Related to this is the function `get_chr_range(chr)`. This function takes in a chromosome number and returns the start and stop positions for the SNPs on that chromosome, found specifically in the `SNPs` variable.

### Further Documentation

* `pname(name)`: Takes in a file name and adds the prespecified path to the beginning; returns this string.

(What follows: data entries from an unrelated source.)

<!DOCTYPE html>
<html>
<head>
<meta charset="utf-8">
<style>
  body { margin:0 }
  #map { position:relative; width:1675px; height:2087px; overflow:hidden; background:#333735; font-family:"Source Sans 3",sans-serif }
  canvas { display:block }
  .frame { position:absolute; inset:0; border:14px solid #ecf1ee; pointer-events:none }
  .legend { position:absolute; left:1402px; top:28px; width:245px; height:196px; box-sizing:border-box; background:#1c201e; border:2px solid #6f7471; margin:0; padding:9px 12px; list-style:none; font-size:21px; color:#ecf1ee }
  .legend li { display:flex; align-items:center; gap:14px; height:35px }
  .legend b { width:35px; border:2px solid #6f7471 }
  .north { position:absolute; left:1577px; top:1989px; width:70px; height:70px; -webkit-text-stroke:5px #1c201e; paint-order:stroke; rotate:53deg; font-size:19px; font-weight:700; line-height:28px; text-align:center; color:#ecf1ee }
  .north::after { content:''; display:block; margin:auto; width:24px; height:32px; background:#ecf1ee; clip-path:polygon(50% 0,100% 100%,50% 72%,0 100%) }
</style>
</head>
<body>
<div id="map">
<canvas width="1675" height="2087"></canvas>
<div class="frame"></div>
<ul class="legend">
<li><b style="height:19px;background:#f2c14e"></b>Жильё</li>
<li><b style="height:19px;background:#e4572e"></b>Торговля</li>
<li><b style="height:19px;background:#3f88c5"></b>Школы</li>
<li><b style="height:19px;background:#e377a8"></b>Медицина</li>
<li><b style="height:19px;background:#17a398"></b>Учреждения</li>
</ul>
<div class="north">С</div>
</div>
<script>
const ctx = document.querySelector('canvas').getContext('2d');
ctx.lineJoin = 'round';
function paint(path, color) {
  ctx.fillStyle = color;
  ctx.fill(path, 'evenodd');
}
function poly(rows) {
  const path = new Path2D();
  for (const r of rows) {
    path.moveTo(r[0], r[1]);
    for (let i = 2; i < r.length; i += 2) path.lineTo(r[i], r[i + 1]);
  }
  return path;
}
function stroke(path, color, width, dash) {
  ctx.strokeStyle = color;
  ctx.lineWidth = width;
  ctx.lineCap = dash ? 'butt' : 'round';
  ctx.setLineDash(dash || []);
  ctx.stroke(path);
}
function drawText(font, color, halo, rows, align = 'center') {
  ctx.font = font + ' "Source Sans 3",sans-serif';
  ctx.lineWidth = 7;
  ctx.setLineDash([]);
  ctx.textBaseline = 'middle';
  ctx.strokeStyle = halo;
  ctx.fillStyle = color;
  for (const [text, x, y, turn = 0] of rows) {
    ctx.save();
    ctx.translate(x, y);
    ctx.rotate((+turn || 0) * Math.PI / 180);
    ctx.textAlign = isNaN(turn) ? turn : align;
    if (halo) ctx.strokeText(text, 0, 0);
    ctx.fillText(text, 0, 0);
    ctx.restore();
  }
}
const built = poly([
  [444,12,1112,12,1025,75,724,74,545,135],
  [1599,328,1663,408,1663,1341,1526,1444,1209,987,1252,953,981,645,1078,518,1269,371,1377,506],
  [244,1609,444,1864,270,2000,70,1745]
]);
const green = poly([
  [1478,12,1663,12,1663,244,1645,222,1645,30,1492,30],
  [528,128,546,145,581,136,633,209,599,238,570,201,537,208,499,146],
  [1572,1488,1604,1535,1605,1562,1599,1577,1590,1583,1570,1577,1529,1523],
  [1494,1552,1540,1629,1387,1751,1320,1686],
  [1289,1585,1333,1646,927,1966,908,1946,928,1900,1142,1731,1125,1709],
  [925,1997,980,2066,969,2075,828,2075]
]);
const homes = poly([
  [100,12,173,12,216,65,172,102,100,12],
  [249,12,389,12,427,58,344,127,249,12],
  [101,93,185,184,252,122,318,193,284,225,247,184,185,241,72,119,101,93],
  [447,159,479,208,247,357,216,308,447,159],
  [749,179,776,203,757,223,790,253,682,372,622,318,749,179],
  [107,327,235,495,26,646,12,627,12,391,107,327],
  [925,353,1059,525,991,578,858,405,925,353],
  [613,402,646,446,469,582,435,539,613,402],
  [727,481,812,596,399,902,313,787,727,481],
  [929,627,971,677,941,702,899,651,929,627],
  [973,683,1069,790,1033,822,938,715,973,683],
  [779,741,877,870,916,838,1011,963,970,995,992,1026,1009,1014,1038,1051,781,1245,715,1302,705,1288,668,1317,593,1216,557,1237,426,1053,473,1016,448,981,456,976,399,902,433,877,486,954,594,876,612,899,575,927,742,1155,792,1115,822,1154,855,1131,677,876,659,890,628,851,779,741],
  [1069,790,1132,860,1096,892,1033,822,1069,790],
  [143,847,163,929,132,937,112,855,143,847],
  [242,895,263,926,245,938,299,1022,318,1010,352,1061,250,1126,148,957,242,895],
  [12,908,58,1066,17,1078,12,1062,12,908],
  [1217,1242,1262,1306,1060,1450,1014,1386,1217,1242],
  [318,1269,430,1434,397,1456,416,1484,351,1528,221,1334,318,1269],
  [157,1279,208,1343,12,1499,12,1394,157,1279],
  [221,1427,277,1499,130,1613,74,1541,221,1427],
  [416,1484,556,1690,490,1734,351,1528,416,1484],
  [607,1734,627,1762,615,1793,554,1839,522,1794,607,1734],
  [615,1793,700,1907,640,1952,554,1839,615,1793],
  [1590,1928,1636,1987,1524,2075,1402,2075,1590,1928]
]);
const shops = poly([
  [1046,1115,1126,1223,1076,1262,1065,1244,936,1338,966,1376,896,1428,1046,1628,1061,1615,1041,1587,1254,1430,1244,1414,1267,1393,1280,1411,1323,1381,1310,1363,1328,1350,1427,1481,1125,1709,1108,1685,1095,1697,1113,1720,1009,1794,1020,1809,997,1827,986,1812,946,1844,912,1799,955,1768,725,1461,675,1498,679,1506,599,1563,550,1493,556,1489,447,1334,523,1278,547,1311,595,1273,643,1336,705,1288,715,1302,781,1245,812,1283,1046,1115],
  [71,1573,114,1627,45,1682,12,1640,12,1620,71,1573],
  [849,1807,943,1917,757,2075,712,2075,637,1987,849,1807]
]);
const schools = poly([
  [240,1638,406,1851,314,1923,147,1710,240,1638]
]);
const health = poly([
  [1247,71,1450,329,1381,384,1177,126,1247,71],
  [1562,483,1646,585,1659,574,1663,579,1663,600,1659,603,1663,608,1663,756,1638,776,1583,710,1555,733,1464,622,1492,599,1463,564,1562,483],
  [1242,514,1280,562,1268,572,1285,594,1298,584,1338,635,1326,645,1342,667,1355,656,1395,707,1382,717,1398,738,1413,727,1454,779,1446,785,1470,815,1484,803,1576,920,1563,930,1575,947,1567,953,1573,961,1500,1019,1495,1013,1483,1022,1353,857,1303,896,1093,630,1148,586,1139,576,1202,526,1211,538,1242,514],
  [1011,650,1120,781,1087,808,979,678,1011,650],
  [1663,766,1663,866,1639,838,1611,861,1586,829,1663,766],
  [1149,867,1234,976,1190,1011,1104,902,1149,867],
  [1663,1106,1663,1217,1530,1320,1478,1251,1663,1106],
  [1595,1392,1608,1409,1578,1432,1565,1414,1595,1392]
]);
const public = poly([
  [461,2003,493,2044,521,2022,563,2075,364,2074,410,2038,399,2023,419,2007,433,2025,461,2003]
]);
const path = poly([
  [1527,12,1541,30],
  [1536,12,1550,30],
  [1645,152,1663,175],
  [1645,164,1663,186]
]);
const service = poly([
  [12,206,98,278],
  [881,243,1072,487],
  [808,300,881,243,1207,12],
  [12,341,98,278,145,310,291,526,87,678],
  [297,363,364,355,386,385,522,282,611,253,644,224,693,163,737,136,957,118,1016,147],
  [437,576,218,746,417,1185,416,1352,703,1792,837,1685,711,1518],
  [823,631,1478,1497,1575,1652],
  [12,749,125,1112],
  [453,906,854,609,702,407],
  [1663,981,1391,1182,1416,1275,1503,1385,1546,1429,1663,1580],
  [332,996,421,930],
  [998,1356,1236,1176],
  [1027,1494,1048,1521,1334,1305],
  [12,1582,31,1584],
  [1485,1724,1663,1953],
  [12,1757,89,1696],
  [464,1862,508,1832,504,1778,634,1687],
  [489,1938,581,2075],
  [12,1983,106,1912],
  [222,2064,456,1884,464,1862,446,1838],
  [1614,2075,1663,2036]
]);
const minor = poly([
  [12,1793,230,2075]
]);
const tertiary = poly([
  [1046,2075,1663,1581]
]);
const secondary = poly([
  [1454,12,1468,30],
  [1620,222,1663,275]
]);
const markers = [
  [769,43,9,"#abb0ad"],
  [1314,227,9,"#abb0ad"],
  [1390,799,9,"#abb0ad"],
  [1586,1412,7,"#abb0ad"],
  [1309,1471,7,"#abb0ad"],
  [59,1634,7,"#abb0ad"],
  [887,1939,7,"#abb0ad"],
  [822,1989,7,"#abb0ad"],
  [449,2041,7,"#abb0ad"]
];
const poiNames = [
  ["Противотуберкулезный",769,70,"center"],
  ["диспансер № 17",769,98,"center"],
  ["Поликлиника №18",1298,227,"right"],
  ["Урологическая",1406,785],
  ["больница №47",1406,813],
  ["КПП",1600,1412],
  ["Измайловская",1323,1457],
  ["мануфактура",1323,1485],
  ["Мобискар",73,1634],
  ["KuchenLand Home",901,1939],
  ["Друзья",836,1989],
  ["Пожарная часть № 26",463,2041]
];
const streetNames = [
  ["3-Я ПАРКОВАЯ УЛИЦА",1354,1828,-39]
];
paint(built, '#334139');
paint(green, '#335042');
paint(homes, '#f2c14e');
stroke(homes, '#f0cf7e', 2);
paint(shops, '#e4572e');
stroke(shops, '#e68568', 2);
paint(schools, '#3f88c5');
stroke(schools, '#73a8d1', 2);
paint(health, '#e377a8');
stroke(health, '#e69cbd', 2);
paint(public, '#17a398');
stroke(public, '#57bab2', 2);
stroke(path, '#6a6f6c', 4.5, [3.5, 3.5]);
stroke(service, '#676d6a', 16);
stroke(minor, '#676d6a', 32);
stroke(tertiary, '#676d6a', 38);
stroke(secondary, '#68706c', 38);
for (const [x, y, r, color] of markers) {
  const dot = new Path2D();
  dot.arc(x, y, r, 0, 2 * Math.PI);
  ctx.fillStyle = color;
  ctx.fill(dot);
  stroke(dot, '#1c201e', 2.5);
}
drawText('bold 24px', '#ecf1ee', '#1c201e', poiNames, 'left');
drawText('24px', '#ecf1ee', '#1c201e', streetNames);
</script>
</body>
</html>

* `popen(name)`: Opens the file specified in the `name` argument.
* `read_snp(file)`: Performs the actual reading of the .snp file into a pandas dataframe, taking in a filename string and returning the dataframe. Due to the need to use multiple population data files in these assignments, we recommend using `read_snp_pop(pop)` instead.
* `read_ind(file)`: Performs the actual reading of the .ind file into a pandas dataframe, taking in a filename string and returning the dataframe. Due to the need to use multiple population data files in these assignments, we recommend using `read_ind_pop(pop)` instead.
* `read_geno(file)`: Performs the actual reading of the .geno file into a numpy matrix, taking in a filename string and returning the matrix. Due to the need to use multiple population data files in these assignments, we recommend using `read_geno_pop(pop)` or `read_geno_pop_chr(pop, chr)` instead.